J’ai choisi trois artistes dont le vrai métier, au départ, n’est pas la photographie, mais la peinture. Par goût, vanité, ou assurance de soi, il est arrivé qu’ils se sont reconnus eux-mêmes comme photographes, et que la notoriété à fait le reste, c’est-à-dire à complété ce qu’on appelle en langue anglaise une ‘self-fulflling prophecy’ : “Je prends une photographie, puis deux, et puis trois, et je suis, deviens, et suis devenu de facto photographe, dans un même moment épiphanique”. Les œuvres insérées ici sont assez connues mais elles relèvent bien entendu d’un choix arbitraire, c’est-à-dire que j’ai n’ai pas pris le temps d’étudier toutes les photographies des trois amateurs en question, car, disons-le tout de go, ce n’en vaut sûrement pas la peine. Prenons donc, et par exemple, ces célèbres artistes qui se sont pris pour des photographes tel Twombly, Rauschenberg, ou encore Hockney. On expose leurs photographies, on publie des livres prestigieux, des articles, etc. Cependant, à bien regarder ces  photographies, que valent-elles ?          

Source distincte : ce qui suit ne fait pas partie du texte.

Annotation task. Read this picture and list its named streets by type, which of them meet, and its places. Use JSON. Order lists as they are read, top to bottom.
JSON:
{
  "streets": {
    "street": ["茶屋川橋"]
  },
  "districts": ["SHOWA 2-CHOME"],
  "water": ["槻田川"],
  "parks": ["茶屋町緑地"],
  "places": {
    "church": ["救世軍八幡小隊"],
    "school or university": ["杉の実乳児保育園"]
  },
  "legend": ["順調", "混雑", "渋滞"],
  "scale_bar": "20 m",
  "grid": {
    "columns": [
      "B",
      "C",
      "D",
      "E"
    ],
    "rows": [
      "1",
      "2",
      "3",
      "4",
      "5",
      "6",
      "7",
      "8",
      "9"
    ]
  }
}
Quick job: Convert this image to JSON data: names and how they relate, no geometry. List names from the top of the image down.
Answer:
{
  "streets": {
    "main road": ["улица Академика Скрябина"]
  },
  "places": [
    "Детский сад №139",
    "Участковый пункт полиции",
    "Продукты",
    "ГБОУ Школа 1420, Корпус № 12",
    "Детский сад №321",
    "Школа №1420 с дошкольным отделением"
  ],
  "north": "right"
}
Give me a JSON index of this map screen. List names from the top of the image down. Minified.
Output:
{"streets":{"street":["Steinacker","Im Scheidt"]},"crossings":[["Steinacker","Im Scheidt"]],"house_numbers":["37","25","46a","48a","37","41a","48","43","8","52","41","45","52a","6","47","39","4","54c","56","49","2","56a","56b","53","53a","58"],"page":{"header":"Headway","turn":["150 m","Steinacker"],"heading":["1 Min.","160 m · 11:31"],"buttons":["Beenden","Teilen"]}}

Cy Twombly, “Still Life”, 1951, impression dry-print sur carton, 43,1 x 27,9 cm

Cherchant dans la littérature ce que l’on peut écrire sur cette image, je cite Chiara Agradi (Historienne de l’art et curatrice), écrivant qu’il s’agit là d’un « des premiers clichés significatifs de Cy Twombly. Il s’agit d’une nature morte au sens classique du terme, qui rend aussi hommage, à l’instar des impressions de Michael Krüger, à l’œuvre de Giorgio Morandi, par la simplicité de la composition et la pureté des formes. La photographie est animée par la réfraction de la lumière sur le verre, qui semble taché par de la gouache ou de l’acrylique. Un lien subtil est tissé entre couleur et absence de couleur : s’agissant d’une photographie datée de 1951, il est vraisemblable que la gouache dont ces bouteilles sont tachées soit noire ou blanche. Ce cliché serait donc le témoin de la tendance esthétique du Black Mountain College et de la sensibilité de l’artiste aux interactions entre photographie et peinture, notamment peinture en noir et blanc.»

Que l’on puisse penser à Morandi, pourquoi pas ? Mais c’est déjà un peu tiré par la couette. Et puis, qu’est-ce que cela offre comme valeur esthétique ajoutée ? Quant au lien subtil entre couleur et absence de couleur, voilà un oxymore qui paraît bien derridien, et donc sophistique. Et tout cela pour finir par dire qu’il semble que cette photographie illustre la sensibilité de l’artiste pour les peintures en noir et blanc… C’est fort peu convaincant. Du coup, on se demande bien ce qu’il y a de significatif dans cette photographie produite en 1951… Beaucoup d’amateurs penseront ici à Fox Talbot, et ne verront guère de différence, et préféreront le second au premier, n’est-il pas ?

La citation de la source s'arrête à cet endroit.